§ **EXERCISE GOAL**:
Where the line containing "<div><p>Pace</p><b>6:33<small> /km</small></b></div>" appears in the records below, begin there and write out each line exactly until the last one, and nothing more.

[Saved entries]

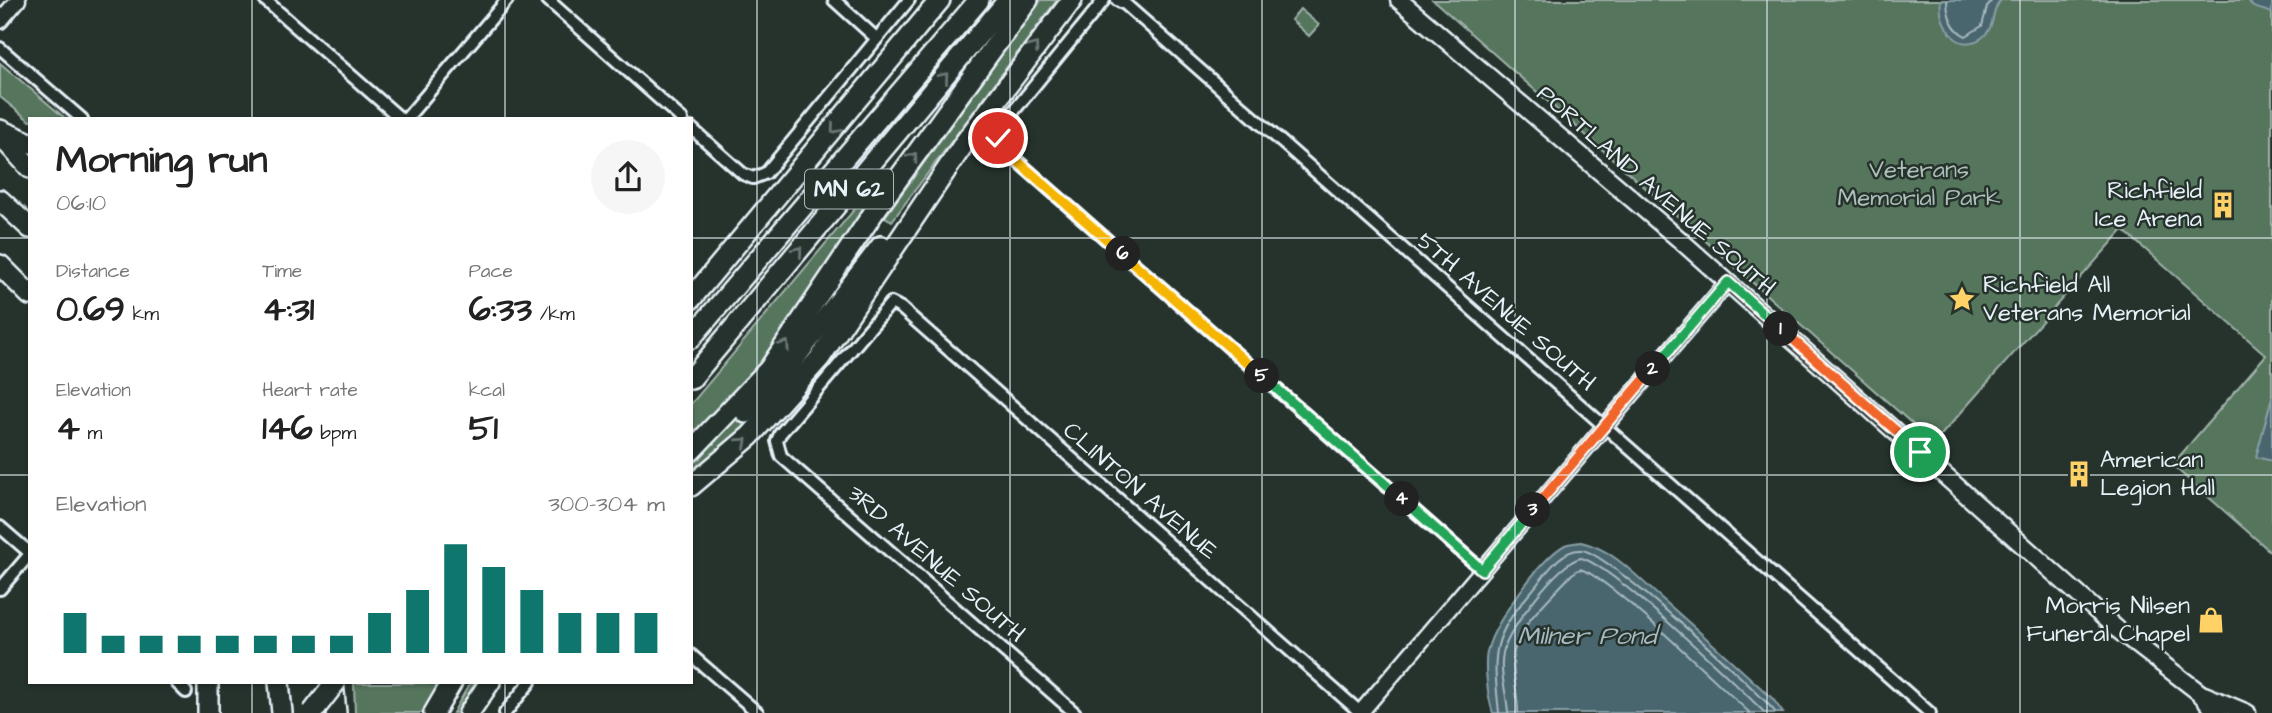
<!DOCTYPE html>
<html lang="en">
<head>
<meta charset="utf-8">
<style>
  :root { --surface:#fff; --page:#f6f6f6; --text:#222; --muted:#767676; --accent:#0f766e }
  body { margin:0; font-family:"Architects Daughter",sans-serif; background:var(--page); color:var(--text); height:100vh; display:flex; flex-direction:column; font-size:26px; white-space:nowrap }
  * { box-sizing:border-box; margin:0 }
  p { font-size:23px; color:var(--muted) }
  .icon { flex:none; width:38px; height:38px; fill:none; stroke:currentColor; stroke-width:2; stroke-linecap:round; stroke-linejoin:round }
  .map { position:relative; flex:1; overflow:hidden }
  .panel { position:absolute; left:28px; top:117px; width:665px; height:567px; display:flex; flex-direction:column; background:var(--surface); border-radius:0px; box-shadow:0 2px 5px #0004 }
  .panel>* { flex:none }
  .pin { position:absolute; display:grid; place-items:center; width:60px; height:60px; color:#fff; margin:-30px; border:4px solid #fff; border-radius:50%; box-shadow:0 2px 7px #0007 }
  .km { position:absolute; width:35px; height:35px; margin:-18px; border-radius:50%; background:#222; color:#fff; font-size:19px; line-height:35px; text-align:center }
  .round { display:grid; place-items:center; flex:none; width:74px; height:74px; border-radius:37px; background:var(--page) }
  .overview { display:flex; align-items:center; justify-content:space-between; height:119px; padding:0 28px }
  h1 { font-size:38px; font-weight:700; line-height:52px }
  .figures { display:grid; grid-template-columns:repeat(3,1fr); gap:10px; height:119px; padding:7px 28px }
  .figures div { display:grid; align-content:center }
  .figures b { font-size:35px; font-weight:700 }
  .figures small { font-size:19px; font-weight:400 }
  .figures p { font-size:19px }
  .chart { height:196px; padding:14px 28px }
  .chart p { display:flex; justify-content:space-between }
  .chart svg { width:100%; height:126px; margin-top:7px; stroke:var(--accent); stroke-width:6 }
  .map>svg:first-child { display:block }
  .green { fill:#56745d; stroke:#9fb2aa; stroke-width:2 }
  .water { fill:#48666e; stroke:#889ea5; stroke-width:2 }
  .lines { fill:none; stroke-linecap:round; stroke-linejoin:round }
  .shore { stroke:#a8b9c1; stroke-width:2 }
  .minor-casing { stroke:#e8f1f8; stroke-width:16 }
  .tertiary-casing { stroke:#e8f1f8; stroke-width:19 }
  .secondary-casing { stroke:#e8f1f8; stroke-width:21 }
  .motorway-casing { stroke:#e8f1f8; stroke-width:24 }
  .minor { stroke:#26332d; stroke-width:10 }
  .tertiary { stroke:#26332d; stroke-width:14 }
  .secondary { stroke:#26332d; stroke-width:16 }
  .motorway { stroke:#26332d; stroke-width:19 }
  .motorway-bridge-casing { stroke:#e8f1f8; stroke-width:24; stroke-linecap:butt }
  .motorway-bridge { stroke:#26332d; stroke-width:19 }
  .oneway { stroke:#6a7674 }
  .split-1-casing { stroke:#fff; stroke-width:14 }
  .split-2-casing { stroke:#fff; stroke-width:14 }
  .split-3-casing { stroke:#fff; stroke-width:14 }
  .split-4-casing { stroke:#fff; stroke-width:14 }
  .split-5-casing { stroke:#fff; stroke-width:14 }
  .split-6-casing { stroke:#fff; stroke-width:14 }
  .split-7-casing { stroke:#fff; stroke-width:14 }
  .split-1 { stroke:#f0652b; stroke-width:9 }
  .split-2 { stroke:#22a559; stroke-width:9 }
  .split-3 { stroke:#f0652b; stroke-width:9 }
  .split-4 { stroke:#22a559; stroke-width:9 }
  .split-5 { stroke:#22a559; stroke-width:9 }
  .split-6 { stroke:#f5b400; stroke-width:9 }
  .split-7 { stroke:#f5b400; stroke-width:9 }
  .grid { fill:none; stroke:#e8f1f8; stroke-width:2; stroke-opacity:0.55 }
  .labels { text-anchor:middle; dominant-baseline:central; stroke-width:5; stroke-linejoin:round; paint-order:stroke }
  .shield { fill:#26332d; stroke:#aeb8bb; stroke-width:2 }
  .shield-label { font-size:23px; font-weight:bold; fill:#e8f1f8 }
  .park-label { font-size:24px; fill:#aebfba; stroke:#26332d }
  .street-label { font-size:24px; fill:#e8f1f8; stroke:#26332d }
  .poi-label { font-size:24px; fill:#e8f1f8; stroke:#26332d; text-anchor:end }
  .water-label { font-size:26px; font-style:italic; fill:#a8b9c1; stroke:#26332d }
</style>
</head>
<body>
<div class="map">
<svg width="2272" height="713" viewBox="0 0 2272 713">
  <rect width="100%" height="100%" fill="#26332d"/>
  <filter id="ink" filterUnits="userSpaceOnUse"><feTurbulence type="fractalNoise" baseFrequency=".0143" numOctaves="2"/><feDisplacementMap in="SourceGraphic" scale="14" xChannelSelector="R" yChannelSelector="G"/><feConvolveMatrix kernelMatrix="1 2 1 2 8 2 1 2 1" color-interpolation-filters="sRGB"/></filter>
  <g filter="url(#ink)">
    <g class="green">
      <polygon points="1041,0 1057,0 892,221 885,217"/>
      <polygon points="1433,0 2272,0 2272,553 2172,465 2266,355 2123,230 1934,443"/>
      <polygon points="1300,9 1319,25 1309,36 1291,20"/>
      <polygon points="0,63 66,119 30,121 0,97"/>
      <polygon points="889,168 893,173 772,351 745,382 789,382 862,287 782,396 691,479 691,404"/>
      <polygon points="354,683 443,683 427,713 355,713"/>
      <polygon points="470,683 484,683 464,713 453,713"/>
    </g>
    <g class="water">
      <path d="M1941 0H2001C1992 10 1995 19 1989 30 1981 43 1962 48 1952 35 1943 24 1939 14 1941 0Z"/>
      <polygon points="2248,0 2272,0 2272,13 2253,7"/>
      <polygon points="2272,397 2272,461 2256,457"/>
      <path d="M1581 542C1613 549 1636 576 1660 597 1699 631 1736 665 1773 699L1783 713H1493C1488 698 1483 663 1488 648 1495 622 1541 558 1565 545 1570 543 1576 543 1581 542Z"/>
    </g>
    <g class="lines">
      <g class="shore">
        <path d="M1947 0C1947 14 1952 30 1966 36L1982 26 1987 7 1992 0"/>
        <path d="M1499 713C1493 654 1490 639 1531 592 1544 577 1560 548 1582 550 1606 552 1756 688 1776 713"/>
        <path d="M1508 713C1507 694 1499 673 1503 653 1507 631 1559 561 1581 558 1612 565 1736 684 1765 713"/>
        <path d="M1518 713C1518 695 1513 677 1513 659 1514 627 1553 596 1572 574L1580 569C1607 575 1722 688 1750 713"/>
      </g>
      <g class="minor-casing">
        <g id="minor">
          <polyline points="265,0 401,119"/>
          <polyline points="548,0 682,119"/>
          <polyline points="834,0 876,38"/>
          <polyline points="1104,0 1000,128 998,138 1006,151 1482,570"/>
          <polyline points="1117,0 1125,4 1930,713"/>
          <polyline points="0,48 82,119"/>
          <polyline points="406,119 507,0"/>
          <polyline points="691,128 743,174 753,178 766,173 909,0"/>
          <polyline points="0,527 30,553"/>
          <polyline points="0,589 30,554"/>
          <polyline points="691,655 758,713"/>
          <polyline points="176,682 186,692"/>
          <polyline points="505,713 530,682"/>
          <polyline points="1075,713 781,456 777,441 780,434 891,303 901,308 1361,713"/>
        </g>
      </g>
      <g class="tertiary-casing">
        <g id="tertiary">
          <polyline points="0,21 18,0"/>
          <polyline points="1360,713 1728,282"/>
        </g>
      </g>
      <g class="secondary-casing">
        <g id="secondary">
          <polyline points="1399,0 1679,239 2118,630 2200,693 2217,713"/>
          <polyline points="2204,695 2247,713"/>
        </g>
      </g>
      <g class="motorway-casing">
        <g id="motorway">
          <polyline points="0,130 30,143"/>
          <polyline points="0,135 30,168"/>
          <polyline points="0,200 30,228"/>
          <polyline points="0,265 30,295"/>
          <polyline points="691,299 940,0"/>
          <polyline points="691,338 979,0"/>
          <polyline points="691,379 1008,0"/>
          <polyline points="746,413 775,384 881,246"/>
          <polyline points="691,451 769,369 874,212 1028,0"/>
          <polyline points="691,486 750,436 820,358 965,142 1072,0"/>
          <polyline points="208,682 208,713"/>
          <polyline points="279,682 282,713"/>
          <polyline points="333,682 336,713"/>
          <polyline points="434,713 452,682"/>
          <polyline points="469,713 490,682"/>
        </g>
      </g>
      <use href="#minor" class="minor"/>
      <use href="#tertiary" class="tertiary"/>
      <use href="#secondary" class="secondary"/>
      <use href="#motorway" class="motorway"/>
      <g class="motorway-bridge-casing">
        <polyline id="motorway-bridge" points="312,713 336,682"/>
      </g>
      <use href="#motorway-bridge" class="motorway-bridge"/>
    </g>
    <defs><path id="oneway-chevron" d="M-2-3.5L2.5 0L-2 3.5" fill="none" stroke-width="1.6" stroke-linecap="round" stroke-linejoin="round" transform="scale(1.75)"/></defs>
    <g class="oneway">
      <use href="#oneway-chevron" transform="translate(1034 47) rotate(-53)"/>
      <use href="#oneway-chevron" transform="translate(944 77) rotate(-50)"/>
      <use href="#oneway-chevron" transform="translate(835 129) rotate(130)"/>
      <use href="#oneway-chevron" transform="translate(913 157) rotate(-54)"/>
      <use href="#oneway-chevron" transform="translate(798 251) rotate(-50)"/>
      <use href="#oneway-chevron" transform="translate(785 345) rotate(-56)"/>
      <use href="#oneway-chevron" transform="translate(743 442) rotate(-42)"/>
    </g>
  </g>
  <g class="lines" filter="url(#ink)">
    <g class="split-1-casing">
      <polyline id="split-1" points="1781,329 1920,452"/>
    </g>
    <g class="split-2-casing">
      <polyline id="split-2" points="1653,369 1728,282 1781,329"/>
    </g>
    <g class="split-3-casing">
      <polyline id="split-3" points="1533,510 1653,369"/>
    </g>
    <g class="split-4-casing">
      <polyline id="split-4" points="1402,499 1482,570 1533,510"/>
    </g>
    <g class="split-5-casing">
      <polyline id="split-5" points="1262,376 1402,499"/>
    </g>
    <g class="split-6-casing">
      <polyline id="split-6" points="1123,254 1262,376"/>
    </g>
    <g class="split-7-casing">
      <polyline id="split-7" points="998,138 1006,151 1123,254"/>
    </g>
    <use href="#split-1" class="split-1"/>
    <use href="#split-2" class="split-2"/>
    <use href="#split-3" class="split-3"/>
    <use href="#split-4" class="split-4"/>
    <use href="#split-5" class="split-5"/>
    <use href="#split-6" class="split-6"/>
    <use href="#split-7" class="split-7"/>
  </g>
  <path class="grid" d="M252 0V119M505 0V119M757 0V713M1010 0V713M1262 0V713M1515 0V713M1767 0V713M2020 0V713M0 238H30M691 238H2272M0 475H30M691 475H2272M252 682V713M505 682V713"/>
  <defs>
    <g id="building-bare" transform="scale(2.1)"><path d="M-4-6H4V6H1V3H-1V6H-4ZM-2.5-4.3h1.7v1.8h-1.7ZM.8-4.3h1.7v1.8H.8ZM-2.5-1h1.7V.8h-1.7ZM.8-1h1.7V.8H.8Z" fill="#ffd166" stroke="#26332d" stroke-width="2.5" paint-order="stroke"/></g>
    <g id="sight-bare" transform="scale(2.1)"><path d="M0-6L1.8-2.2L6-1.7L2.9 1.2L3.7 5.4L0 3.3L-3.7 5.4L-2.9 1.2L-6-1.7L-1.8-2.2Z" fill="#ffd166" stroke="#26332d" stroke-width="2.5" paint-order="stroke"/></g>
    <g id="shop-bare" transform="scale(2.1)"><path d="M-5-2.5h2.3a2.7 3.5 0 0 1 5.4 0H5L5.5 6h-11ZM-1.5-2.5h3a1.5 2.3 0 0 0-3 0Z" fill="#ffd166" stroke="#26332d" stroke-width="2.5" paint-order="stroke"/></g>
  </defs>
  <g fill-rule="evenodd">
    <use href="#building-bare" x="2223" y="205"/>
    <use href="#sight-bare" x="1962" y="299"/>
    <use href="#building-bare" x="2079" y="474"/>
    <use href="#shop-bare" x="2211" y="620"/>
  </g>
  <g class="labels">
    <rect class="shield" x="805" y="169.5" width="88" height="39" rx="5"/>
    <g class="shield-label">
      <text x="849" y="189">MN 62</text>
    </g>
    <g class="park-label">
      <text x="1919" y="170">Veterans<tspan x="1919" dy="28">Memorial Park</tspan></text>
    </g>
    <g class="street-label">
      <text transform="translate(1656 191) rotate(41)">PORTLAND AVENUE SOUTH</text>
      <text transform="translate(1506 312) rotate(41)">5TH AVENUE SOUTH</text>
      <text transform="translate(1140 491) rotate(41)">CLINTON AVENUE</text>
      <text transform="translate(936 564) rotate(41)">3RD AVENUE SOUTH</text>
    </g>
    <g class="poi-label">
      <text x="2202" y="191">Richfield<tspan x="2202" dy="28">Ice Arena</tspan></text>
      <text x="1983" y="285" text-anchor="start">Richfield All<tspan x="1983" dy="28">Veterans Memorial</tspan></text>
      <text x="2100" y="460" text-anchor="start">American<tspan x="2100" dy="28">Legion Hall</tspan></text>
      <text x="2190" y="606">Morris Nilsen<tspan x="2190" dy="28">Funeral Chapel</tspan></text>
    </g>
    <g class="water-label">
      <text x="1587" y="636">Milner Pond</text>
    </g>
  </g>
</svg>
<div class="pin" style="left:1920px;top:452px;background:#1e9e55"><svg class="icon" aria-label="arrive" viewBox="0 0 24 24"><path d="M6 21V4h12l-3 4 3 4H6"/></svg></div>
<div class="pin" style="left:998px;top:138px;background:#d93025"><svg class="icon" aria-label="check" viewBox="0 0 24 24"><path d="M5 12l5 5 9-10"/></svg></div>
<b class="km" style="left:1781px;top:329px">1</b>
<b class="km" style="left:1653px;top:369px">2</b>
<b class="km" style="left:1533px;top:510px">3</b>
<b class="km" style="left:1402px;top:499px">4</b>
<b class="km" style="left:1262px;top:376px">5</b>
<b class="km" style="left:1123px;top:254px">6</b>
<section class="panel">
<div class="overview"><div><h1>Morning run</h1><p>06:10</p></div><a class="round"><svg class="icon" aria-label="share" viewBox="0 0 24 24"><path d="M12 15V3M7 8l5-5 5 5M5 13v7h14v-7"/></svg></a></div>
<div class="figures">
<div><p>Distance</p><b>0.69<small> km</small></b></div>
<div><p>Time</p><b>4:31</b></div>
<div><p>Pace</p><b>6:33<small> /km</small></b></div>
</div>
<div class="figures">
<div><p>Elevation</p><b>4<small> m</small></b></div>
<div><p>Heart rate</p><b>146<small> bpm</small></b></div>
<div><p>kcal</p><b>51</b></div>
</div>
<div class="chart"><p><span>Elevation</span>300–304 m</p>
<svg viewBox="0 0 160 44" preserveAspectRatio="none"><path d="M5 44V30M15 44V38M25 44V38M35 44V38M45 44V38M55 44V38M65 44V38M75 44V38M85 44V30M95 44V22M105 44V6M115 44V14M125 44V22M135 44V30M145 44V30M155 44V30"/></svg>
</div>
</section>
</div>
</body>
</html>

§ **TASK ANSWER**:
<div><p>Pace</p><b>6:33<small> /km</small></b></div>
</div>
<div class="figures">
<div><p>Elevation</p><b>4<small> m</small></b></div>
<div><p>Heart rate</p><b>146<small> bpm</small></b></div>
<div><p>kcal</p><b>51</b></div>
</div>
<div class="chart"><p><span>Elevation</span>300–304 m</p>
<svg viewBox="0 0 160 44" preserveAspectRatio="none"><path d="M5 44V30M15 44V38M25 44V38M35 44V38M45 44V38M55 44V38M65 44V38M75 44V38M85 44V30M95 44V22M105 44V6M115 44V14M125 44V22M135 44V30M145 44V30M155 44V30"/></svg>
</div>
</section>
</div>
</body>
</html>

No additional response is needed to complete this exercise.